Collected data
########

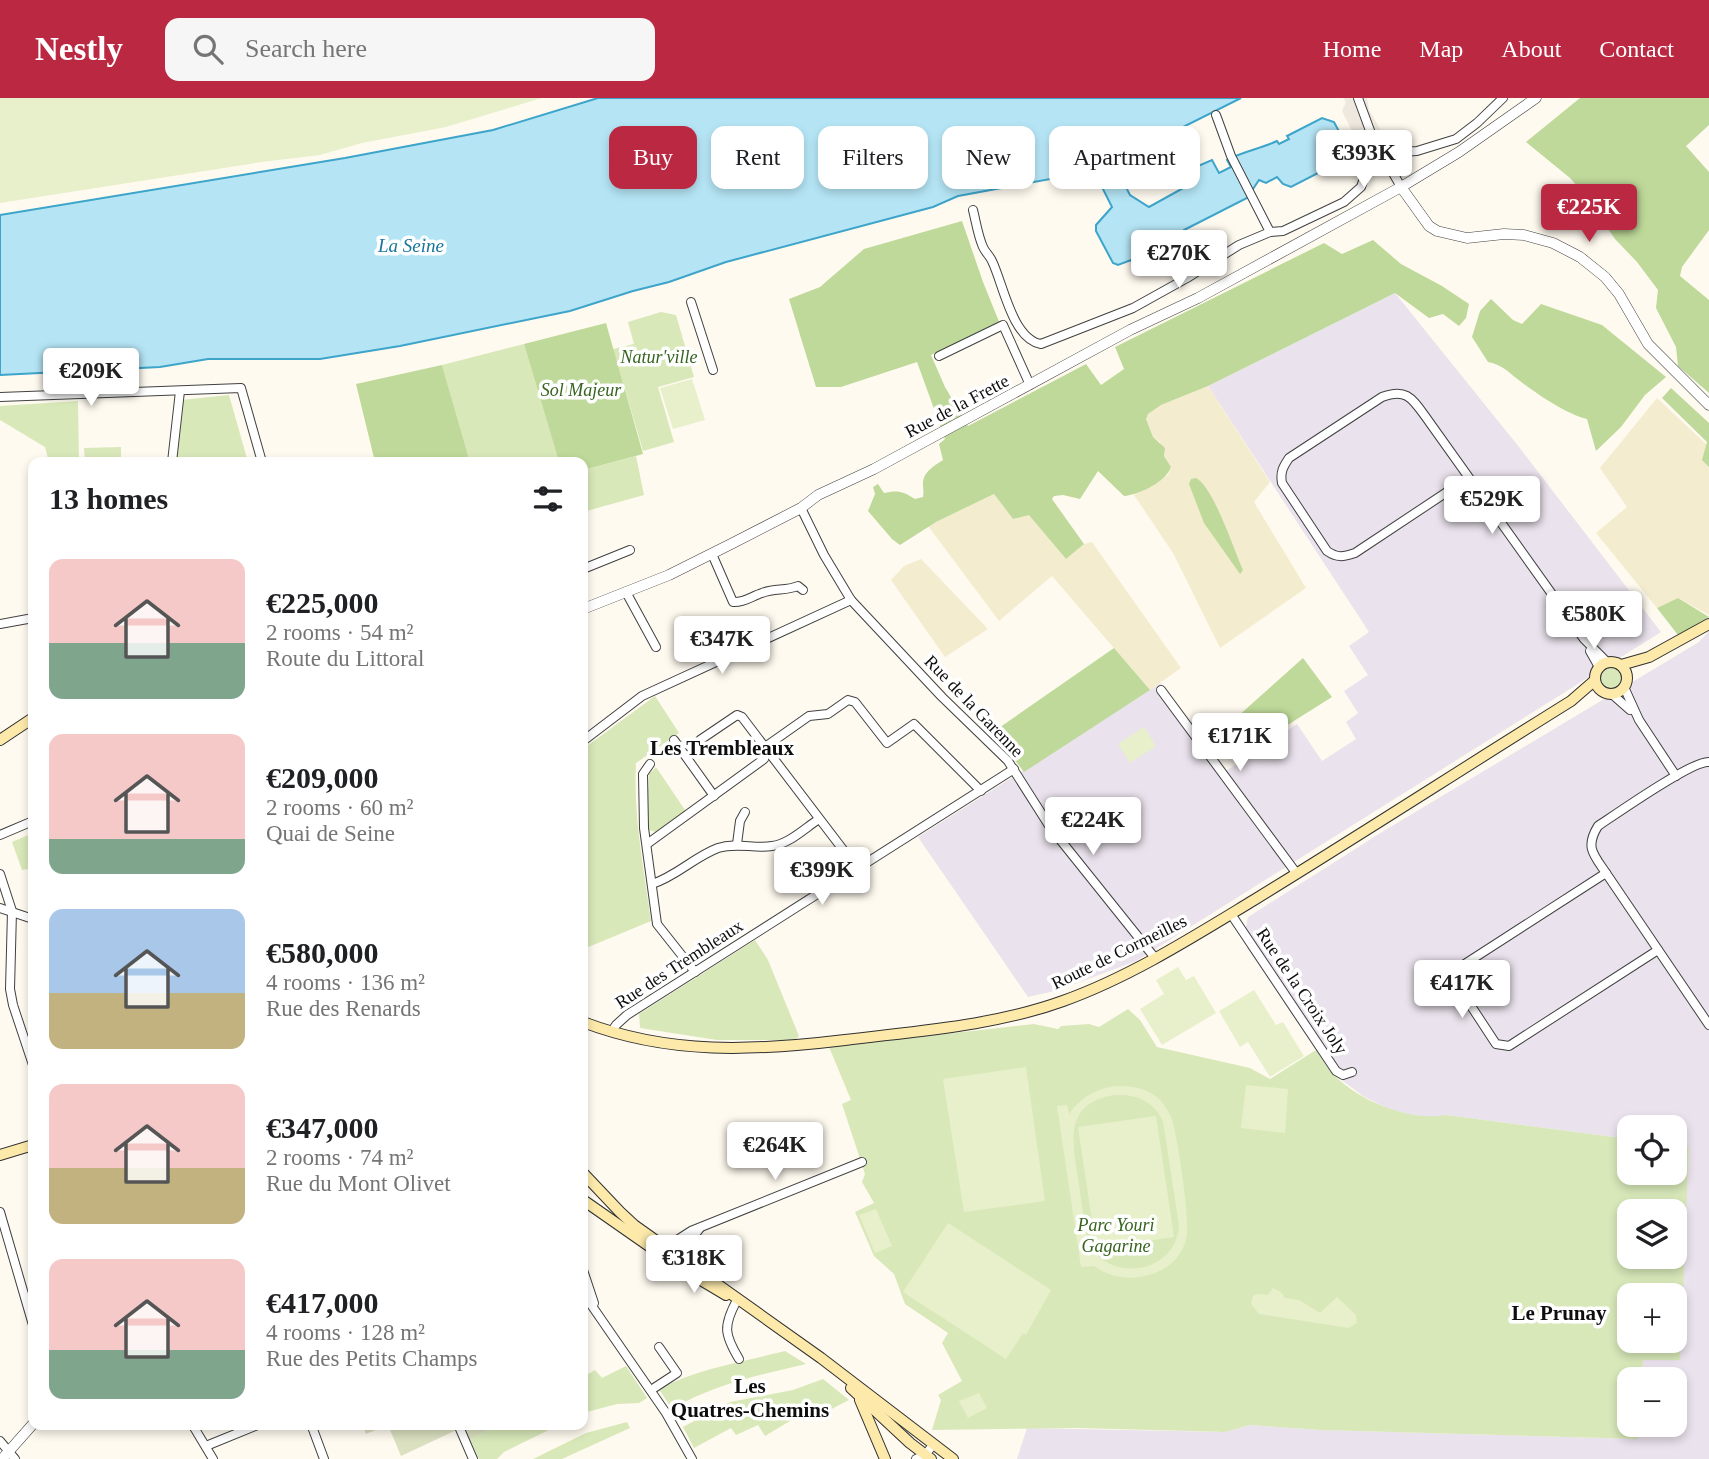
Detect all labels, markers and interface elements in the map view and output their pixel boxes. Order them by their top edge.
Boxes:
search box [165,18,655,81]
icon: search [189,30,227,68]
text: Nestly [35,31,123,67]
text: Search here [245,34,367,63]
text: Home [1323,36,1381,62]
text: Map [1419,36,1463,62]
text: About [1501,36,1561,62]
text: Contact [1599,36,1674,62]
chip: Buy [609,126,697,189]
chip: Rent [711,126,804,189]
chip: Filters [818,126,928,189]
chip: New [942,126,1035,189]
chip: Apartment [1049,126,1200,189]
pin: €393K [1315,130,1413,190]
text: €393K [1332,140,1396,165]
pin: €225K [1540,184,1638,244]
text: €225K [1557,194,1621,219]
pin: €270K [1130,230,1228,290]
water label: La Seine [377,235,444,256]
text: €270K [1147,240,1211,265]
park label: Natur'ville [620,347,697,367]
pin: €209K [42,348,140,408]
text: €209K [59,358,123,383]
street label: Rue de la Frette [902,370,1012,442]
park label: Sol Majeur [541,380,622,400]
pin: €529K [1443,476,1541,536]
icon: filters [529,480,567,518]
text: 13 homes [49,482,168,515]
text: €529K [1460,486,1524,511]
text: €225,000 [266,586,379,619]
icon: home [105,587,189,671]
pin: €580K [1545,592,1643,651]
text: €580K [1562,601,1626,626]
pin: €347K [673,616,771,676]
text: 2 rooms · 54 m² [266,620,413,645]
text: €347K [690,626,754,651]
text: Route du Littoral [266,646,424,671]
street label: Rue de la Garenne [920,651,1028,761]
pin: €171K [1191,714,1289,773]
text: €171K [1208,723,1272,748]
district label: Les Trembleaux [650,736,795,760]
text: €209,000 [266,761,379,794]
icon: home [105,762,189,846]
text: 2 rooms · 60 m² [266,795,413,820]
pin: €224K [1044,798,1142,857]
text: €224K [1061,807,1125,832]
text: Quai de Seine [266,821,395,846]
pin: €399K [773,848,871,907]
text: €399K [790,857,854,882]
street label: Route de Cormeilles [1048,911,1190,993]
street label: Rue des Trembleaux [611,915,747,1013]
street label: Rue de la Croix Joly [1252,924,1352,1058]
text: €580,000 [266,936,379,969]
icon: home [105,937,189,1021]
pin: €417K [1413,960,1511,1020]
text: 4 rooms · 136 m² [266,970,425,995]
text: €417K [1430,970,1494,995]
text: Rue des Renards [266,996,421,1021]
text: €347,000 [266,1111,379,1144]
icon: home [105,1112,189,1196]
map controls [1617,1115,1687,1437]
button: locate [1617,1115,1687,1185]
pin: €264K [726,1122,824,1182]
text: €264K [743,1132,807,1157]
text: 2 rooms · 74 m² [266,1145,413,1170]
text: Rue du Mont Olivet [266,1171,451,1196]
button: layers [1617,1199,1687,1269]
park label: Parc Youri Gagarine [1076,1215,1155,1256]
pin: €318K [645,1236,743,1295]
text: €318K [662,1245,726,1270]
button: + [1617,1283,1687,1353]
text: €417,000 [266,1286,379,1319]
icon: home [105,1287,189,1371]
district label: Le Prunay [1511,1301,1607,1325]
text: 4 rooms · 128 m² [266,1320,425,1345]
text: Rue des Petits Champs [266,1346,477,1371]
button: − [1617,1367,1687,1437]
district label: Les Quatres-Chemins [671,1374,829,1422]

########

◆ **Exercise**:
The answer should match the data above word for word, with no pictures in it.

◆ **Your solution**:
Detect all labels, markers and interface elements in the map view and output their pixel boxes. Order them by their top edge.
Boxes:
search box [165,18,655,81]
icon: search [189,30,227,68]
text: Nestly [35,31,123,67]
text: Search here [245,34,367,63]
text: Home [1323,36,1381,62]
text: Map [1419,36,1463,62]
text: About [1501,36,1561,62]
text: Contact [1599,36,1674,62]
chip: Buy [609,126,697,189]
chip: Rent [711,126,804,189]
chip: Filters [818,126,928,189]
chip: New [942,126,1035,189]
chip: Apartment [1049,126,1200,189]
pin: €393K [1315,130,1413,190]
text: €393K [1332,140,1396,165]
pin: €225K [1540,184,1638,244]
text: €225K [1557,194,1621,219]
pin: €270K [1130,230,1228,290]
water label: La Seine [377,235,444,256]
text: €270K [1147,240,1211,265]
park label: Natur'ville [620,347,697,367]
pin: €209K [42,348,140,408]
text: €209K [59,358,123,383]
street label: Rue de la Frette [902,370,1012,442]
park label: Sol Majeur [541,380,622,400]
pin: €529K [1443,476,1541,536]
icon: filters [529,480,567,518]
text: 13 homes [49,482,168,515]
text: €529K [1460,486,1524,511]
text: €225,000 [266,586,379,619]
icon: home [105,587,189,671]
pin: €580K [1545,592,1643,651]
text: €580K [1562,601,1626,626]
pin: €347K [673,616,771,676]
text: 2 rooms · 54 m² [266,620,413,645]
text: €347K [690,626,754,651]
text: Route du Littoral [266,646,424,671]
street label: Rue de la Garenne [920,651,1028,761]
pin: €171K [1191,714,1289,773]
text: €171K [1208,723,1272,748]
district label: Les Trembleaux [650,736,795,760]
text: €209,000 [266,761,379,794]
icon: home [105,762,189,846]
text: 2 rooms · 60 m² [266,795,413,820]
pin: €224K [1044,798,1142,857]
text: €224K [1061,807,1125,832]
text: Quai de Seine [266,821,395,846]
pin: €399K [773,848,871,907]
text: €399K [790,857,854,882]
street label: Route de Cormeilles [1048,911,1190,993]
street label: Rue des Trembleaux [611,915,747,1013]
street label: Rue de la Croix Joly [1252,924,1352,1058]
text: €580,000 [266,936,379,969]
icon: home [105,937,189,1021]
pin: €417K [1413,960,1511,1020]
text: 4 rooms · 136 m² [266,970,425,995]
text: €417K [1430,970,1494,995]
text: Rue des Renards [266,996,421,1021]
text: €347,000 [266,1111,379,1144]
icon: home [105,1112,189,1196]
map controls [1617,1115,1687,1437]
button: locate [1617,1115,1687,1185]
pin: €264K [726,1122,824,1182]
text: €264K [743,1132,807,1157]
text: 2 rooms · 74 m² [266,1145,413,1170]
text: Rue du Mont Olivet [266,1171,451,1196]
button: layers [1617,1199,1687,1269]
park label: Parc Youri Gagarine [1076,1215,1155,1256]
pin: €318K [645,1236,743,1295]
text: €318K [662,1245,726,1270]
button: + [1617,1283,1687,1353]
text: €417,000 [266,1286,379,1319]
icon: home [105,1287,189,1371]
district label: Le Prunay [1511,1301,1607,1325]
text: 4 rooms · 128 m² [266,1320,425,1345]
text: Rue des Petits Champs [266,1346,477,1371]
button: − [1617,1367,1687,1437]
district label: Les Quatres-Chemins [671,1374,829,1422]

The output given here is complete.